About this exercise => Look through the records below for the line holding "text-anchor:middle; dominant-baseline:central; stroke-width:4.5;". Write it out exactly, with each following line through the line holding "12V9h3v3zM5 12V6h3v6zM10 12V3h3v9zM15".

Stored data
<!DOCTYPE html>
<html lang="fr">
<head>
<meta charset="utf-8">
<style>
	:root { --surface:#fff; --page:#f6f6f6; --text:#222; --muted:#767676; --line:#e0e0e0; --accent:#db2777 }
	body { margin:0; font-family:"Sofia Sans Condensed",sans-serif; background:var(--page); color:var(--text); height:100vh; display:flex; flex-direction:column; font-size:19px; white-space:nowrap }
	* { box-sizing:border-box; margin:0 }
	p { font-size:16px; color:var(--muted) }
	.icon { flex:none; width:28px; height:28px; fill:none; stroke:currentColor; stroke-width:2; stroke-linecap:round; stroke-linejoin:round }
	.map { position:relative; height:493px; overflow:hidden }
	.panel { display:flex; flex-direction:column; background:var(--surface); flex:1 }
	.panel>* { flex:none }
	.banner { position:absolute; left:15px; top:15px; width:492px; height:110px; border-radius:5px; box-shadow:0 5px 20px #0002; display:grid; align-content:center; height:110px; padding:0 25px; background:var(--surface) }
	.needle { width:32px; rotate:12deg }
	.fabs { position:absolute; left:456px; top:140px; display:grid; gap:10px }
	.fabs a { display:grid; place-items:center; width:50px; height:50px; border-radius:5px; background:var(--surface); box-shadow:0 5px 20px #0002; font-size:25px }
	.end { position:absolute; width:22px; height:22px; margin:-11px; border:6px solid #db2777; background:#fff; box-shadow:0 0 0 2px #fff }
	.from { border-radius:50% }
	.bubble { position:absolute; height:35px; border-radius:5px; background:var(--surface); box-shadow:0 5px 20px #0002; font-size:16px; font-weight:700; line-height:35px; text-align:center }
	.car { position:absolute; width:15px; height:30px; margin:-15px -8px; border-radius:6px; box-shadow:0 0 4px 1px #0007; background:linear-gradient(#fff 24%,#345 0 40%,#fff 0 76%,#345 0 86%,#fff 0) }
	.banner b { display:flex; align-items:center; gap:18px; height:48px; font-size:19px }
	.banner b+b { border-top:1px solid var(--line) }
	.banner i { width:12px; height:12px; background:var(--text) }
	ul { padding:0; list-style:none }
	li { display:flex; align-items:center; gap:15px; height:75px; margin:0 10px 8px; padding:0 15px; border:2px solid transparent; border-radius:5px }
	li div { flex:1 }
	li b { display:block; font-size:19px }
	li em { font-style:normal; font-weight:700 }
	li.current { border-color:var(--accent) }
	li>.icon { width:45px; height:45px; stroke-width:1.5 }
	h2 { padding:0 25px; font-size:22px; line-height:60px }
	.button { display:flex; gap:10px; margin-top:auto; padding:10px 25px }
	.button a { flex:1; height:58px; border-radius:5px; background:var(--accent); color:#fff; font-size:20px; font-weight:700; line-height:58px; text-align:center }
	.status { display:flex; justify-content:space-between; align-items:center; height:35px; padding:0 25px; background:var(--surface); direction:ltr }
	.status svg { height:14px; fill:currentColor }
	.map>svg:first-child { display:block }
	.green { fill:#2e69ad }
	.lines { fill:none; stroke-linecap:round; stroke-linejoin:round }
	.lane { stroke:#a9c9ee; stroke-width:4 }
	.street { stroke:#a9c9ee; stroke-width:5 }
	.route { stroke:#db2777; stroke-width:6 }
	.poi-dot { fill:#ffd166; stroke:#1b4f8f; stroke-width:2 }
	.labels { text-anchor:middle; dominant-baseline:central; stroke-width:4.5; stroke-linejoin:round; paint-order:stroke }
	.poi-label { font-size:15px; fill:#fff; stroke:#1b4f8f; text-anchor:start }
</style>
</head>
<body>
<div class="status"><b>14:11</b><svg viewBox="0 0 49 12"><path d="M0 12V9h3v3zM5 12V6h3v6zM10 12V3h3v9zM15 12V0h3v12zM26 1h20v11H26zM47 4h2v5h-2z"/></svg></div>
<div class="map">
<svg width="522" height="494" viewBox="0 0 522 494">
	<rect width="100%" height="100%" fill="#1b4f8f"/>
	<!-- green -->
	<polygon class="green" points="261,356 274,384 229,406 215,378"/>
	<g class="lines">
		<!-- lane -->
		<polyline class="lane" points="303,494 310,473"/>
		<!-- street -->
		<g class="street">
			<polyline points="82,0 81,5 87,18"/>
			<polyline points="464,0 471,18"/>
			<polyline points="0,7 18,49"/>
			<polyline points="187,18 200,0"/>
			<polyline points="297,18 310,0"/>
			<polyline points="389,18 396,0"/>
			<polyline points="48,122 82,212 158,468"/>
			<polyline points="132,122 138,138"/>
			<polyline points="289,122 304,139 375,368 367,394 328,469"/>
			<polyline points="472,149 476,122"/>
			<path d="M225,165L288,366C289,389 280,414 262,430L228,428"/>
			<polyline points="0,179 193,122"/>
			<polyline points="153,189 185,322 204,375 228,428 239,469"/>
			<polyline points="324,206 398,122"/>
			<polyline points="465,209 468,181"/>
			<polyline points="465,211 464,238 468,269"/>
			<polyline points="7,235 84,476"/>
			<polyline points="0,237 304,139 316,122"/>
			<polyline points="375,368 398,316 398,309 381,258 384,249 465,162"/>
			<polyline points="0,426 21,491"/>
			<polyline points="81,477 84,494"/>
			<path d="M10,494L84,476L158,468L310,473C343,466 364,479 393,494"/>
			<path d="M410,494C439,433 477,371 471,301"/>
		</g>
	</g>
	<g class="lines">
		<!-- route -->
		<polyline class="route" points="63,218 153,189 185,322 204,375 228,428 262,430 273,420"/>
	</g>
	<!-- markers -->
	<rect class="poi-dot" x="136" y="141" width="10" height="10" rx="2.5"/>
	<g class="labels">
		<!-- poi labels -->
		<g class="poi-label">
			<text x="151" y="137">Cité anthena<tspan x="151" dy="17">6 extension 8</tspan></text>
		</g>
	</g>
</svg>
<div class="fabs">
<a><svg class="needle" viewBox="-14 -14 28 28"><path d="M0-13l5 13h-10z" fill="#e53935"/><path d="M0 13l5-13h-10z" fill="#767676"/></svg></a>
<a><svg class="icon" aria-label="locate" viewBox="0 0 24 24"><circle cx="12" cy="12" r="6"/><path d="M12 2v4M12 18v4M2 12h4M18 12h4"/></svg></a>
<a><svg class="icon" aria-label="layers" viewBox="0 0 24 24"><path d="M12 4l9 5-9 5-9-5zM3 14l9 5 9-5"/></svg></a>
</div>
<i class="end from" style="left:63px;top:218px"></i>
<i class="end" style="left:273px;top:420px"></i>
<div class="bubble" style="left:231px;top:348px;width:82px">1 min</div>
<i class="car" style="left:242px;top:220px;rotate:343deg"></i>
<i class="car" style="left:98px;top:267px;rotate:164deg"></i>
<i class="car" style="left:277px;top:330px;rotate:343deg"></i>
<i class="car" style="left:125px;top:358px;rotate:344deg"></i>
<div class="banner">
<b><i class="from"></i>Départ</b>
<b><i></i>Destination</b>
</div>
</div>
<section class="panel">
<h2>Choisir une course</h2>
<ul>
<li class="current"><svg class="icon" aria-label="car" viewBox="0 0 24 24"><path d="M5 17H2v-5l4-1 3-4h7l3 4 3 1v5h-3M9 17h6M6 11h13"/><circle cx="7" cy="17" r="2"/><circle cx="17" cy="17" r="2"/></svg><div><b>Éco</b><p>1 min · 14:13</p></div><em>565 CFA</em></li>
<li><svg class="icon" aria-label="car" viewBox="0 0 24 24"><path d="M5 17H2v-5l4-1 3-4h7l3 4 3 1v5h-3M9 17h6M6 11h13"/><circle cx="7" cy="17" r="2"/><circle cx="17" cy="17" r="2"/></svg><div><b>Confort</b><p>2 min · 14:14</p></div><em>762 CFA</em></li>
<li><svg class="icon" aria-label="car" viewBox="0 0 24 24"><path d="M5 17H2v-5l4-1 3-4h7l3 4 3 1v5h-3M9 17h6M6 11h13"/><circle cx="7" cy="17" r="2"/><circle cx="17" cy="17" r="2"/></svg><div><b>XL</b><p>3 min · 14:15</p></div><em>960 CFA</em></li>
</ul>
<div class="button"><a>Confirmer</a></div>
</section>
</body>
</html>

Response for this exercise =>
	.labels { text-anchor:middle; dominant-baseline:central; stroke-width:4.5; stroke-linejoin:round; paint-order:stroke }
	.poi-label { font-size:15px; fill:#fff; stroke:#1b4f8f; text-anchor:start }
</style>
</head>
<body>
<div class="status"><b>14:11</b><svg viewBox="0 0 49 12"><path d="M0 12V9h3v3zM5 12V6h3v6zM10 12V3h3v9zM15 12V0h3v12zM26 1h20v11H26zM47 4h2v5h-2z"/></svg></div>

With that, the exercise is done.